Michael Good

Personal information
- Date of birth: 1 July 1875
- Place of birth: Airdrie, Scotland
- Place of death: Scotland
- Position(s): Half back / Inside forward

Senior career*
- Years: Team / Apps / (Gls)
- Airdrie Hill
- Airdrieonians
- 1896–1898: Small Heath / 15 / (1)
- 1898–1901: Watford
- 1901–1902: Preston North End / 24 / (2)
- 1902–1903: Bristol City / 32 / (5)
- 1903–1904: Reading
- –: Brighton & Hove Albion
- –: Southern United

= Michael Good (footballer) =

Scottish footballer

Michael H. S. Good (1 July 1875 – after 1904), sometimes known as Micky Good, was a Scottish professional footballer who made 71 appearances in the Football League playing for Small Heath, Preston North End and Bristol City.
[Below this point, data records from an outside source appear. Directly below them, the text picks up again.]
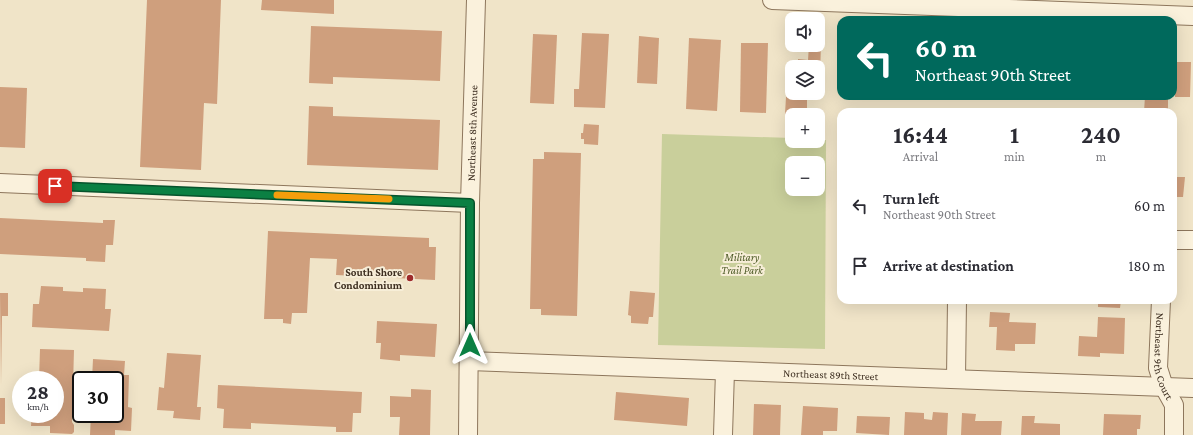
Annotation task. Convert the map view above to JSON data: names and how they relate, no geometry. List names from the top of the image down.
{
  "streets": {
    "street": ["Northeast 8th Avenue", "Northeast 9th Court", "Northeast 89th Street"]
  },
  "crossings": [
    ["Northeast 8th Avenue", "Northeast 89th Street"],
    ["Northeast 9th Court", "Northeast 89th Street"]
  ],
  "parks": ["Military Trail Park"],
  "places": ["South Shore Condominium"],
  "page": {
    "map_buttons": ["+", "−"],
    "turn": ["60 m", "Northeast 90th Street"],
    "eta": [
      "16:44",
      "Arrival",
      "1",
      "min",
      "240",
      "m"
    ],
    "list": [
      {
        "name": "Turn left",
        "note": "Northeast 90th Street",
        "value": "60 m"
      },
      {
        "name": "Arrive at destination",
        "value": "180 m"
      }
    ],
    "speed": "28 km/h",
    "limit": "30"
  }
}
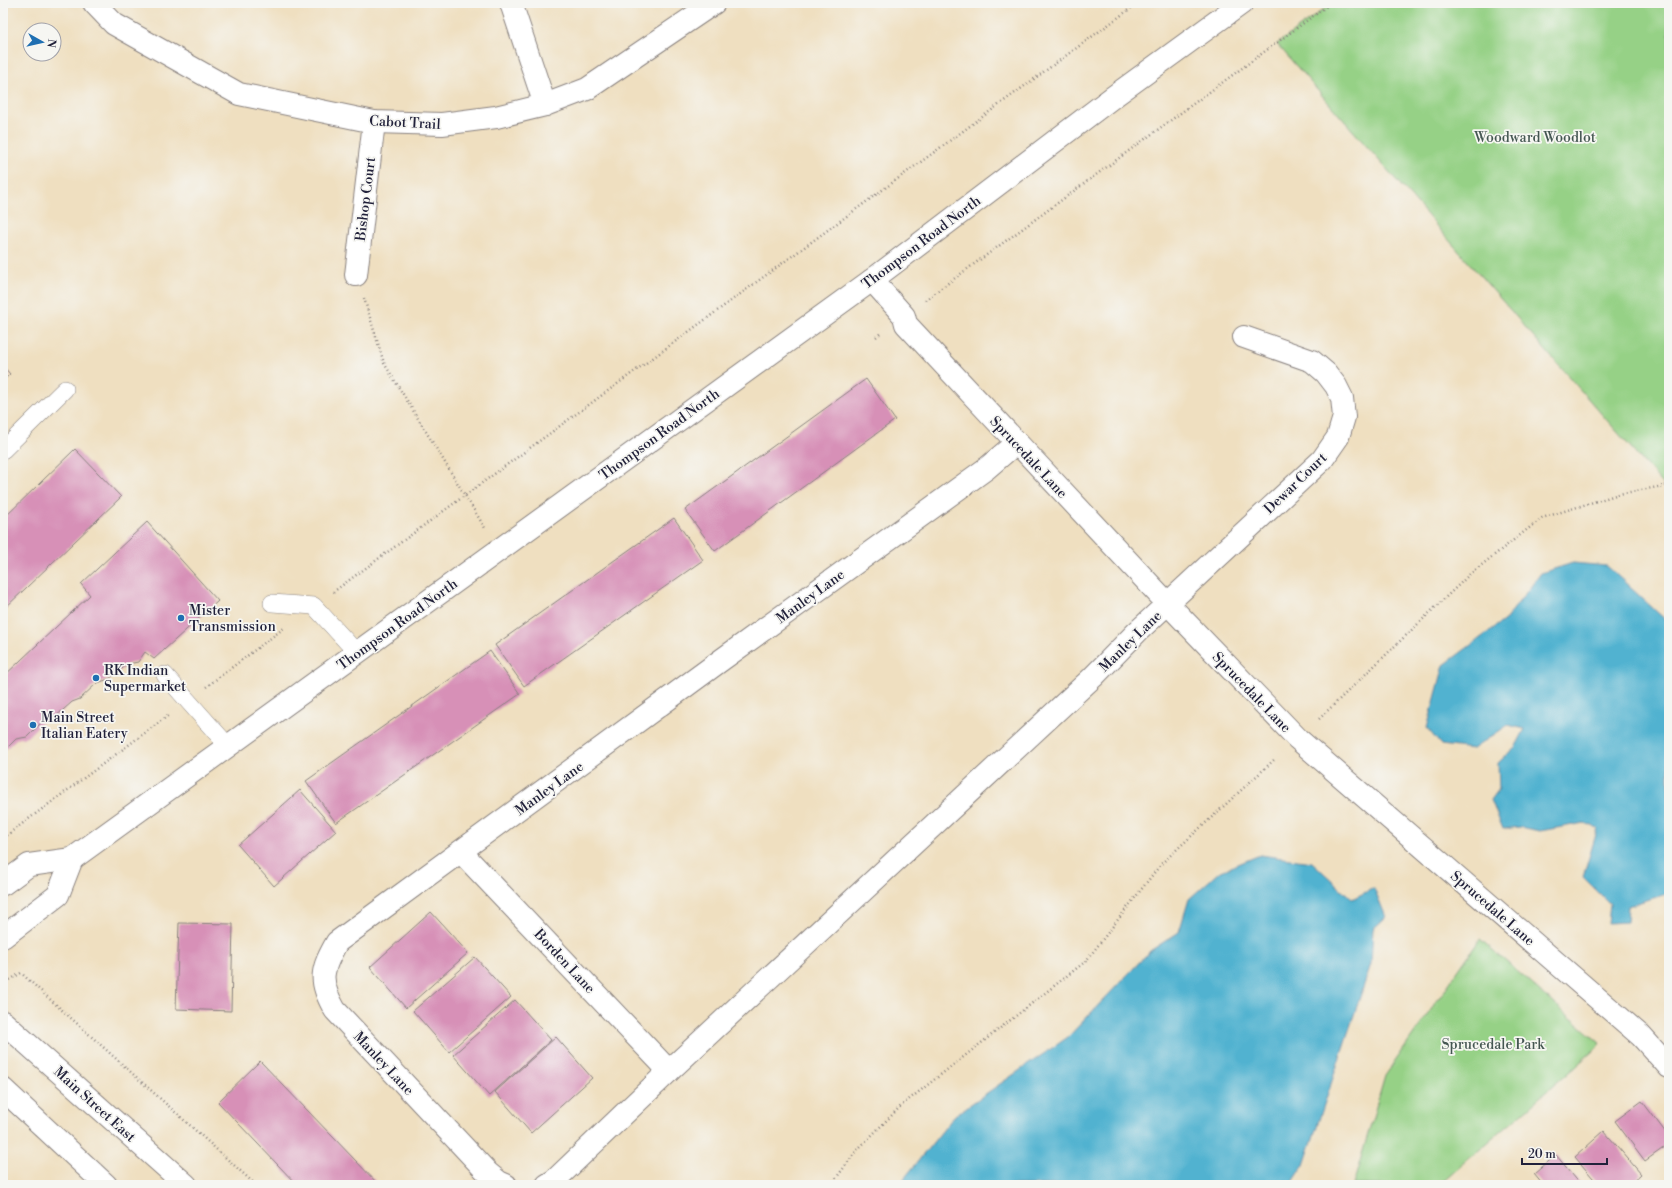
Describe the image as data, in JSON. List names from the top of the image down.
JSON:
{
  "streets": {
    "street": [
      "Cabot Trail",
      "Bishop Court",
      "Thompson Road North",
      "Sprucedale Lane",
      "Dewar Court",
      "Manley Lane",
      "Borden Lane",
      "Main Street East"
    ]
  },
  "crossings": [
    ["Cabot Trail", "Bishop Court"],
    ["Thompson Road North", "Sprucedale Lane"],
    ["Sprucedale Lane", "Dewar Court"],
    ["Sprucedale Lane", "Manley Lane"],
    ["Dewar Court", "Manley Lane"],
    ["Manley Lane", "Borden Lane"]
  ],
  "parks": ["Woodward Woodlot", "Sprucedale Park"],
  "places": ["Mister Transmission", "RK Indian Supermarket", "Main Street Italian Eatery"],
  "scale_bar": "20 m",
  "north": "right"
}
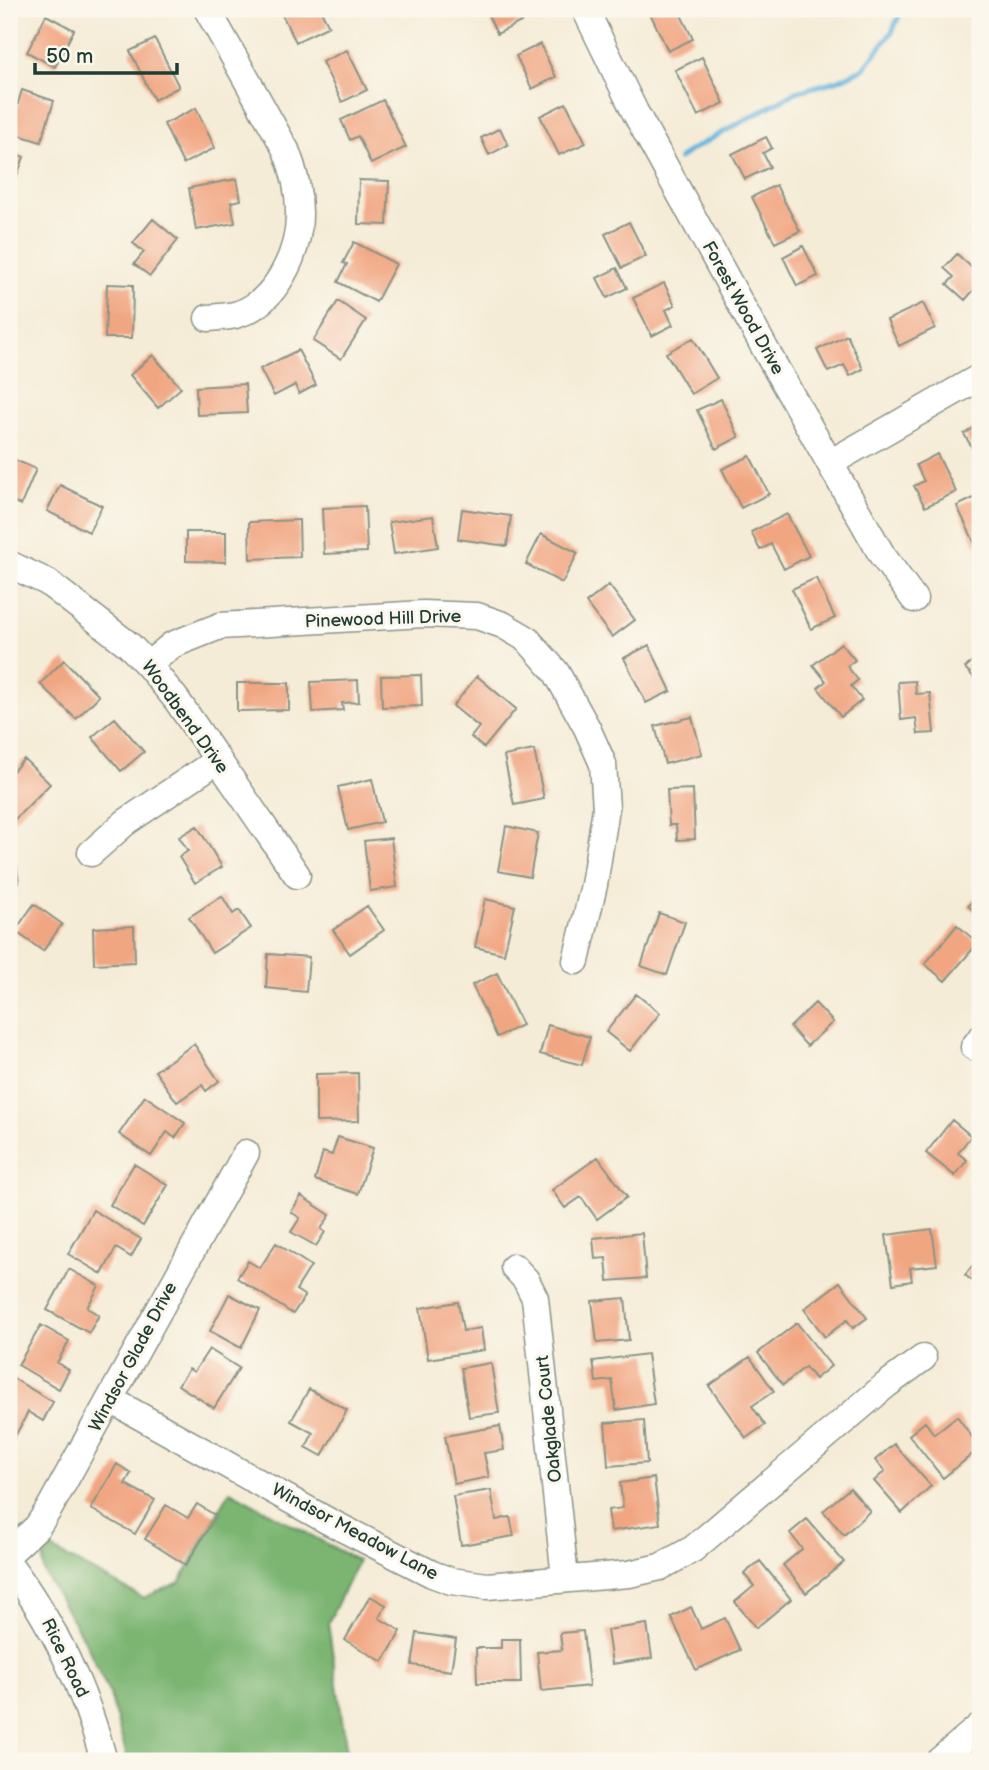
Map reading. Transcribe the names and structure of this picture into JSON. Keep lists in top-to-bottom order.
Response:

Good was born in Airdrie, which was then in Lanarkshire. He played for Airdrie Hill and for Airdrieonians before joining Small Heath in 1896. A short, stockily-built forward, able to cover the half-back positions as well, he made his debut in the Second Division on 19 December 1896, playing at right half in a 2–0 defeat away at Loughborough. He had a run of games at inside right at the end of the 1897–98 season and the beginning of the next, but failed to score enough goals. He moved to Southern League club Watford in 1898, in 1901 returned to the Football League with Preston North End, and spent 1902 with Bristol City, where he made 35 appearances in all competitions. He then returned to the Southern League with successively Reading, Brighton & Hove Albion and Southern United.